TASK GOAL:
Among the entries below, how many lines include "canvas"? Give the number alone.

DATA IN THIS EXERCISE:
================

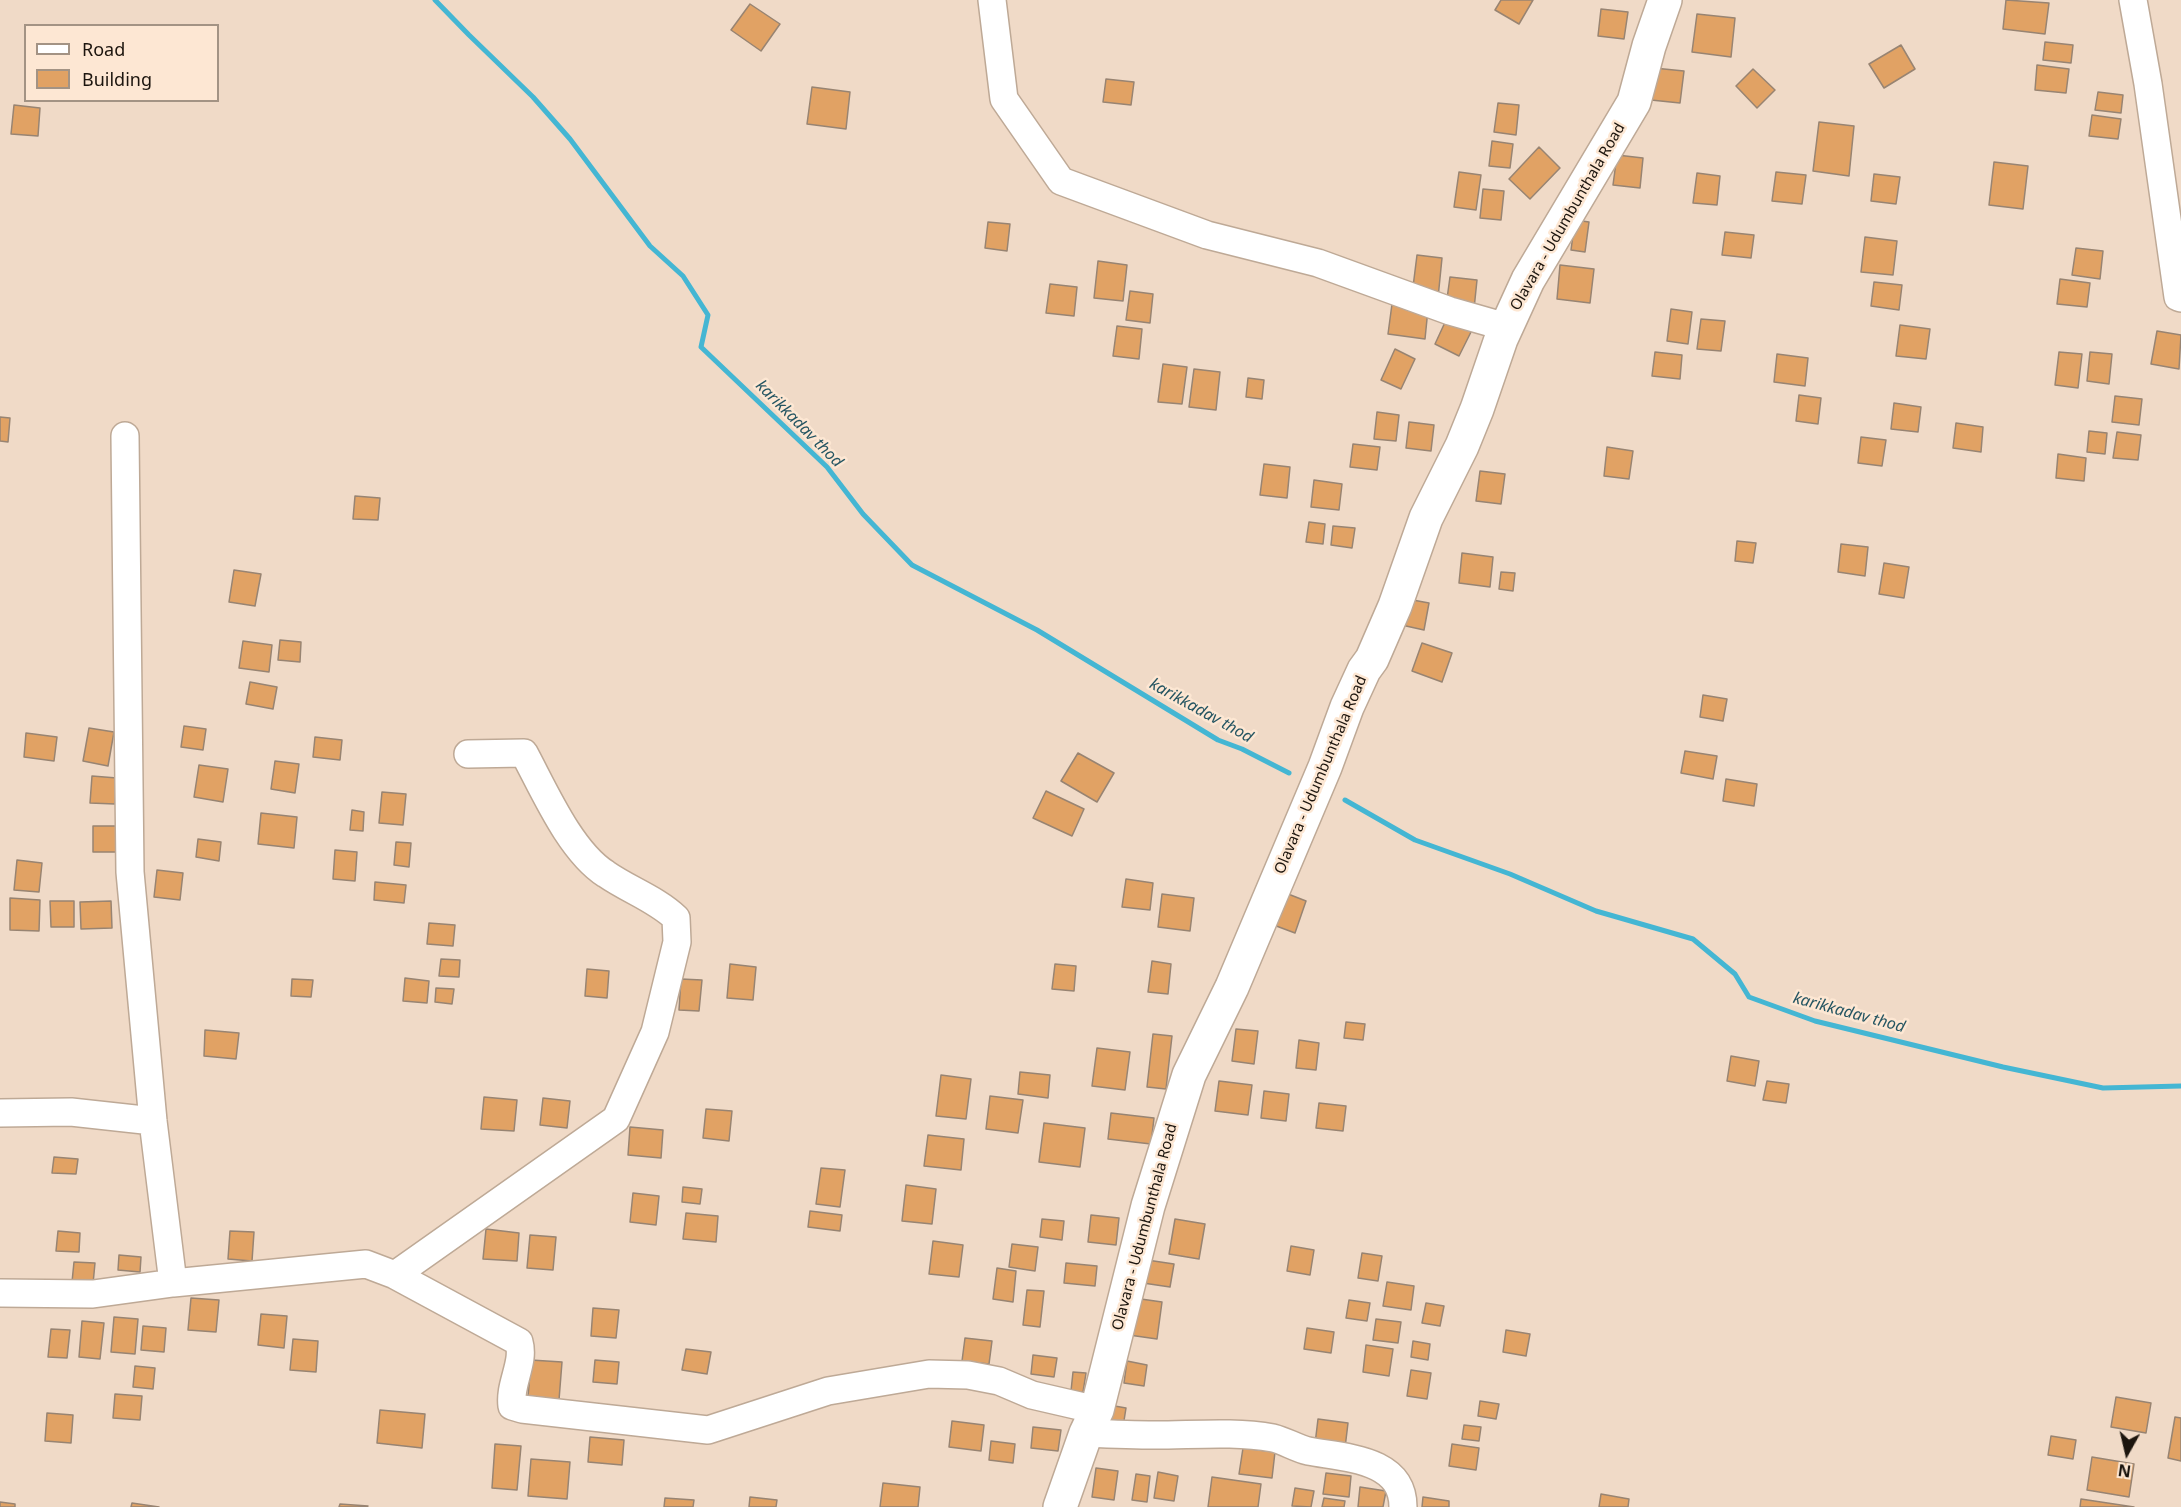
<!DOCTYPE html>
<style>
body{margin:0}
#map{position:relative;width:2181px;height:1507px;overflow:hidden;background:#f0dac7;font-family:"Noto Sans",sans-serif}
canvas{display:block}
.legend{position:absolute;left:24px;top:24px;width:195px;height:78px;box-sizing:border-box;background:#fde7d3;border:2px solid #a39384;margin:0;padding:8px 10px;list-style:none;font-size:18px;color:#1c150e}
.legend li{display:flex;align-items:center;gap:12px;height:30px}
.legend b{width:30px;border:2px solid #a39384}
.north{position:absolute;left:2097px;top:1423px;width:60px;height:60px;-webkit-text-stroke:4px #fde7d3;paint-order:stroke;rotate:188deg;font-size:16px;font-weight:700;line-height:24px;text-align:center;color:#1c150e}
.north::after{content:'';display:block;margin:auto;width:21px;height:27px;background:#1c150e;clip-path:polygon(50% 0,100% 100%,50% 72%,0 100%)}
</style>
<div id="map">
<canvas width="2181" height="1507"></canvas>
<ul class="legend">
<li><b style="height:8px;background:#fff"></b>Road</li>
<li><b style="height:16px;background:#e1a264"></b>Building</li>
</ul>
<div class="north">N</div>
</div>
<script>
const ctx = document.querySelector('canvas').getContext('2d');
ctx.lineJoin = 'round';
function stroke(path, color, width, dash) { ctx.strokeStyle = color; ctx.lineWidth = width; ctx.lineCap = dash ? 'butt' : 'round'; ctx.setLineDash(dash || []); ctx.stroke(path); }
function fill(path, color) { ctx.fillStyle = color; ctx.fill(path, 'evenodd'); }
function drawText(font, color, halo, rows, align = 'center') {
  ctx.font = font + ' "Noto Sans",sans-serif'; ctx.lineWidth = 5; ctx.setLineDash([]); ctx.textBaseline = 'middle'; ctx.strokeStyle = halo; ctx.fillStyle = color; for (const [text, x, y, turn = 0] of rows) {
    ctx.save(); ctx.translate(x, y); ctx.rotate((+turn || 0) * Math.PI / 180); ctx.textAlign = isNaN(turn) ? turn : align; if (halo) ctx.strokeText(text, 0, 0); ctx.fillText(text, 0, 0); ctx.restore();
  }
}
stroke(new Path2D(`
 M435 0 469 35 533 97 570 139 650 246 683 276 708 315 701 347 827 467 863 514 912 565 1037 630 1218 740 1242 749 1289 773
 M1345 800 1415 840 1510 874 1596 911 1693 939 1735 974 1749 997 1815 1021 2003 1067 2103 1088 2181 1086`), '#44b6d3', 5);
const building = new Path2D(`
 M1501 0H1533L1519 24 1495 10Z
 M2006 0 2049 3 2045 34 2003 29Z
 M750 4 780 24 761 51 731 30Z
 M1601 9 1628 12 1624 39 1598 36Z
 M1697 14 1735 18 1731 57 1692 52Z
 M2045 42 2073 45 2071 63 2043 60Z
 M1901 45 1915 69 1884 88 1869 64Z
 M2037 65 2069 69 2066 93 2035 90Z
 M1654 68 1684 71 1680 103 1651 100Z
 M1753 69 1775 90 1757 108 1736 86Z
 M1106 79 1134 82 1131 105 1103 102Z
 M812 87 850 92 846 129 807 124Z
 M2098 92 2123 95 2121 113 2095 110Z
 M1498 103 1519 105 1516 135 1494 132Z
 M14 105 40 108 38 136 11 134Z
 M2092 115 2121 119 2118 139 2089 136Z
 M1819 122 1854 126 1849 176 1813 171Z
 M1492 141 1513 144 1510 168 1489 166Z
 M1539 147 1560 168 1530 199 1509 179Z
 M1617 155 1643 158 1640 188 1613 185Z
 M1994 162 2028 166 2023 209 1989 205Z
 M1459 172 1481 175 1476 210 1454 207Z
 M1776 172 1806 175 1802 204 1772 201Z
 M1697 173 1720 176 1717 205 1693 203Z
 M1874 174 1900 177 1896 204 1871 201Z
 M1483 189 1504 191 1501 220 1480 218Z
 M1575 220 1589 222 1585 252 1571 250Z
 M988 222 1010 224 1007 251 985 248Z
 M1725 232 1754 235 1751 258 1722 255Z
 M1865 237 1897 241 1893 275 1861 272Z
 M2076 248 2103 251 2100 279 2072 275Z
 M1417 255 1442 258 1438 298 1412 295Z
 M1098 261 1127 265 1123 301 1094 298Z
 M1560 265 1594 269 1590 303 1557 299Z
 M1450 277 1477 280 1474 309 1446 306Z
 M2060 279 2090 283 2087 307 2057 304Z
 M1874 282 1902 285 1899 310 1871 306Z
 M1050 284 1077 287 1074 316 1046 313Z
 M1130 291 1153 294 1150 323 1126 320Z
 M1392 304 1428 309 1425 339 1388 334Z
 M1671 309 1692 312 1688 344 1667 341Z
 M1447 318 1472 330 1459 356 1435 344Z
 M1701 319 1725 321 1721 351 1697 349Z
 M1900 325 1930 329 1926 359 1896 356Z
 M1117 326 1142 329 1139 359 1113 356Z
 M2157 331 2181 335 2179 369 2151 364Z
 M1395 349 1415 359 1401 389 1381 380Z
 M1655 352 1682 355 1680 379 1652 376Z
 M2059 352 2082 354 2078 388 2055 385Z
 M2090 352 2112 354 2109 384 2087 381Z
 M1777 354 1808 358 1805 386 1774 382Z
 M1163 364 1187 367 1182 404 1158 402Z
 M1194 369 1220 372 1216 410 1189 407Z
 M1248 378 1264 380 1262 399 1246 397Z
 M1799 395 1821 398 1818 424 1796 421Z
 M2115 396 2142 399 2139 425 2112 422Z
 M1894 403 1921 407 1918 432 1891 429Z
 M1377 412 1399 415 1396 441 1374 439Z
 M0 417 10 418 8 442 0 441Z
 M1409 422 1434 425 1431 451 1406 448Z
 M1956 423 1983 427 1981 452 1953 448Z
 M2089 431 2107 433 2105 454 2087 452Z
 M2117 432 2141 435 2138 460 2113 458Z
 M1861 437 1886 440 1882 466 1858 463Z
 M1353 444 1380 447 1377 470 1350 467Z
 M1607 447 1633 451 1629 479 1604 476Z
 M2058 454 2086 458 2084 481 2056 478Z
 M1264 464 1290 467 1287 498 1260 495Z
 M1480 471 1505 474 1501 504 1476 501Z
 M1314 480 1342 484 1339 510 1311 507Z
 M355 496 380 498 378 520 353 519Z
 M1309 522 1325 524 1323 544 1306 542Z
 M1333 526 1355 528 1352 548 1331 545Z
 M1737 541 1756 543 1753 563 1735 561Z
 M1841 544 1868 547 1865 576 1838 572Z
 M1462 553 1493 557 1490 587 1459 583Z
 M1884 563 1909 567 1904 598 1879 594Z
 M234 570 261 574 255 606 229 602Z
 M1501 572 1515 573 1513 591 1499 589Z
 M1402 598 1429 603 1424 630 1397 624Z
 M280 640 301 642 300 662 278 660Z
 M243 641 272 645 269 672 239 668Z
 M1422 643 1452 653 1442 682 1412 671Z
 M250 682 277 687 273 709 246 704Z
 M1703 695 1727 699 1723 721 1700 717Z
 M184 726 206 729 203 750 181 747Z
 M89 728 114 732 108 766 83 761Z
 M26 733 57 737 54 761 24 757Z
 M315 737 342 740 340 760 313 757Z
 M1685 751 1717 756 1713 779 1681 773Z
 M1078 753 1114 773 1097 802 1061 781Z
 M275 761 299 764 295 793 271 789Z
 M199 765 228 769 223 802 194 797Z
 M92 776 117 778 115 804 90 803Z
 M1726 779 1757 784 1754 806 1723 801Z
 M1046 791 1084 809 1072 836 1033 818Z
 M382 792 406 794 403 825 379 823Z
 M352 810 364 812 363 831 350 830Z
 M261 813 297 817 294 848 258 844Z
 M93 826H117V852H93Z
 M198 839 221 842 219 861 196 857Z
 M396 842 411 843 409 867 394 865Z
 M335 850 357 852 355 881 333 879Z
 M17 860 42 863 39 892 14 890Z
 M157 870 183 873 180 900 154 897Z
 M1126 879 1153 883 1150 910 1122 907Z
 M375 882 406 885 404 903 374 900Z
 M1283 892 1306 901 1295 933 1271 924Z
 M1162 894 1194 898 1190 931 1158 927Z
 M10 898 40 900 39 931 10 930Z
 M50 901H74V927H51Z
 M111 901 112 928 81 929 80 902Z
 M429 923 455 925 453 946 427 944Z
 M441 959 460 960 459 977 439 976Z
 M1152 961 1171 964 1168 994 1148 992Z
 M730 964 756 967 753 1000 727 998Z
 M1055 964 1076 966 1074 991 1052 989Z
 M587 969 609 971 607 998 585 996Z
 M405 978 429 981 427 1003 403 1001Z
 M292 979 313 980 311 997 291 996Z
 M681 979 702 980 699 1011 679 1010Z
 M436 988 454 989 452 1004 435 1002Z
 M1346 1022 1365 1024 1363 1040 1344 1038Z
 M1236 1029 1258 1031 1254 1064 1232 1061Z
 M205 1030 239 1033 236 1059 204 1056Z
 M1153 1034 1172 1036 1166 1089 1147 1087Z
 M1299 1040 1319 1043 1316 1070 1296 1068Z
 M1097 1048 1130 1052 1125 1090 1092 1086Z
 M1731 1056 1759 1061 1755 1086 1727 1081Z
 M1020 1072 1050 1075 1048 1098 1018 1094Z
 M941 1075 971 1079 966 1119 936 1116Z
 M1219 1081 1252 1085 1248 1115 1215 1111Z
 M1767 1081 1789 1084 1786 1103 1763 1100Z
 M1264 1091 1289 1094 1286 1121 1261 1118Z
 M990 1096 1023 1100 1018 1133 986 1129Z
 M484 1097 517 1100 514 1131 481 1129Z
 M543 1098 570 1101 567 1128 540 1125Z
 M1319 1103 1346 1106 1343 1131 1316 1128Z
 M706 1109 732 1111 729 1141 703 1138Z
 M1111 1113 1154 1118 1151 1144 1108 1139Z
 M1044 1123 1085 1128 1080 1167 1039 1162Z
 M630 1127 663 1130 661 1158 628 1155Z
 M928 1135 964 1139 961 1170 924 1166Z
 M54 1157 78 1159 76 1174 52 1173Z
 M821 1168 845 1170 840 1207 816 1204Z
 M906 1185 936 1189 932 1224 902 1221Z
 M683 1187 702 1189 700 1204 682 1202Z
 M633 1193 659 1196 656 1225 630 1222Z
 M810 1211 842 1215 840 1231 808 1227Z
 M686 1213 718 1216 716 1242 683 1239Z
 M1091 1215 1119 1218 1116 1245 1088 1242Z
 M1042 1219 1064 1221 1062 1240 1040 1237Z
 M1175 1219 1205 1224 1199 1259 1169 1254Z
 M486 1229 519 1233 517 1261 483 1259Z
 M58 1231 80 1233 79 1252 56 1251Z
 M230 1231 254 1232 252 1261 228 1259Z
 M530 1235 556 1237 553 1270 527 1268Z
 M933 1241 963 1245 959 1277 929 1274Z
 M1012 1244 1038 1247 1035 1271 1009 1267Z
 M1291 1246 1314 1250 1310 1275 1287 1271Z
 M1362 1253 1382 1256 1378 1281 1358 1278Z
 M119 1255 141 1257 140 1272 118 1270Z
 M1147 1260 1174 1264 1170 1287 1143 1283Z
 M74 1262 95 1263 93 1284 72 1282Z
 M1066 1263 1097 1266 1095 1286 1064 1283Z
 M997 1268 1016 1271 1013 1302 993 1299Z
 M1387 1282 1414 1286 1411 1310 1383 1306Z
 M1027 1290 1044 1291 1040 1327 1023 1325Z
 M191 1298 219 1300 216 1332 188 1330Z
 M1134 1298 1162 1302 1157 1339 1129 1335Z
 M1349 1300 1370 1303 1367 1321 1346 1318Z
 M1426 1303 1444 1306 1440 1326 1422 1323Z
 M593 1308 619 1310 616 1338 591 1336Z
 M261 1314 287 1316 284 1348 258 1345Z
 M114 1317 138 1319 135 1354 111 1352Z
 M1376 1319 1401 1322 1398 1343 1373 1340Z
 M82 1321 104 1323 100 1359 79 1357Z
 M143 1326 166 1328 164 1352 141 1350Z
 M1307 1328 1334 1332 1331 1353 1304 1349Z
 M51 1329 70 1330 67 1358 48 1357Z
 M1506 1330 1530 1334 1526 1356 1503 1352Z
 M965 1338 992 1341 989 1364 962 1361Z
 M293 1339 318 1341 316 1372 290 1370Z
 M1413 1341 1430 1344 1428 1360 1411 1357Z
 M1366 1345 1393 1349 1389 1376 1363 1372Z
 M686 1349 711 1352 707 1374 682 1370Z
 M1033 1355 1057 1358 1054 1377 1031 1374Z
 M531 1360 562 1362 559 1400 528 1397Z
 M595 1360 619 1362 617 1384 593 1382Z
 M1127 1361 1147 1365 1144 1386 1124 1383Z
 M135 1366 155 1368 153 1389 133 1387Z
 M1411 1370 1431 1373 1427 1399 1407 1396Z
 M1073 1372 1086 1373 1083 1392 1071 1391Z
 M115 1394 142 1396 140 1420 113 1418Z
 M2116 1397 2151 1403 2146 1433 2111 1427Z
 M1480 1401 1499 1404 1496 1419 1478 1416Z
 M1109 1405 1126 1408 1123 1427 1106 1424Z
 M380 1410 425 1414 422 1448 377 1443Z
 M47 1413 73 1415 71 1443 45 1441Z
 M2175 1417 2181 1418V1461L2168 1458Z
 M1318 1419 1348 1423 1345 1448 1315 1444Z
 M952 1421 984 1425 981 1451 949 1447Z
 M1464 1425 1481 1427 1479 1441 1462 1439Z
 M1033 1427 1061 1430 1058 1451 1031 1448Z
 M2051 1436 2076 1440 2073 1459 2048 1455Z
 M590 1437 624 1440 622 1465 588 1462Z
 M991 1441 1015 1444 1013 1463 989 1460Z
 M495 1444 521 1446 517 1490 492 1488Z
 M1452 1444 1479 1448 1476 1470 1449 1466Z
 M1243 1448 1275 1452 1272 1478 1239 1474Z
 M2092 1457 2134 1464 2129 1497 2087 1490Z
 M531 1459 570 1462 567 1499 528 1496Z
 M1096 1468 1118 1471 1114 1500 1092 1497Z
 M1158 1472 1178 1476 1174 1501 1154 1498Z
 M1326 1473 1351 1476 1349 1497 1323 1494Z
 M1136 1474 1150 1476 1147 1502 1132 1500Z
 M1212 1477 1261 1484 1258 1507H1208Z
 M883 1483 920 1487 918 1507H880Z
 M1360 1487 1386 1491 1383 1507H1358Z
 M1295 1488 1314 1491 1311 1507 1292 1506Z
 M1601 1494 1629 1499 1628 1507H1599Z
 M750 1497 777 1500 776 1507H749Z
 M1423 1497 1449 1501V1507H1422Z
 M665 1498 694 1500 693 1507H664Z
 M1324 1498 1345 1501 1344 1507H1322Z
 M2081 1499 2134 1507H2080Z
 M0 1502 15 1504V1507H0Z
 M132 1503 159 1507H131Z
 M340 1504 368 1506 367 1507H339Z`);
fill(building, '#e1a264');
stroke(building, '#988472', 1.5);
const minor = new Path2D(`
 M992 0 1004 99 1061 181 1207 235 1318 263 1450 311 1506 327
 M2133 0 2148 84 2178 297 2181 298
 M125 436 130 872 153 1121 173 1283
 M0 1113 71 1112 153 1121
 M395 1275 616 1119 655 1032 677 942 676 918C656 899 629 890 606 874 570 851 544 790 524 753L468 754
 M0 1293 93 1294 173 1283 366 1264 395 1275 519 1342C525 1363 509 1384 512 1406L522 1409 708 1430 828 1391 929 1374 968 1375 999 1381 1032 1395 1097 1410
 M1086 1433C1109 1434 1132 1435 1155 1435 1194 1435 1234 1431 1273 1438 1285 1441 1296 1448 1308 1451 1344 1458 1403 1458 1403 1507`);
const major = new Path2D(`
 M1060 1507 1086 1433 1097 1410 1148 1206 1189 1075 1232 987 1325 767 1347 707 1364 670 1372 659 1395 606 1426 518 1462 446 1477 409 1501 339 1528 280 1634 102 1649 46 1665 0`);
stroke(minor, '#bea996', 30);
stroke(major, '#bea996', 36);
stroke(minor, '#fff', 27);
stroke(major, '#fff', 33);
drawText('15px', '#1c150e', '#fde7d3', [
 ["Olavara - Udumbunthala Road",1568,217,-60],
 ["Olavara - Udumbunthala Road",1321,775,-67],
 ["Olavara - Udumbunthala Road",1145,1227,-75]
]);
drawText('italic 16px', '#255562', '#fde7d3', [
 ["karikkadav thod",799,424,45],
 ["karikkadav thod",1201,711,29],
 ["karikkadav thod",1849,1013,15]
]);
</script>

================

TASK ANSWER:
3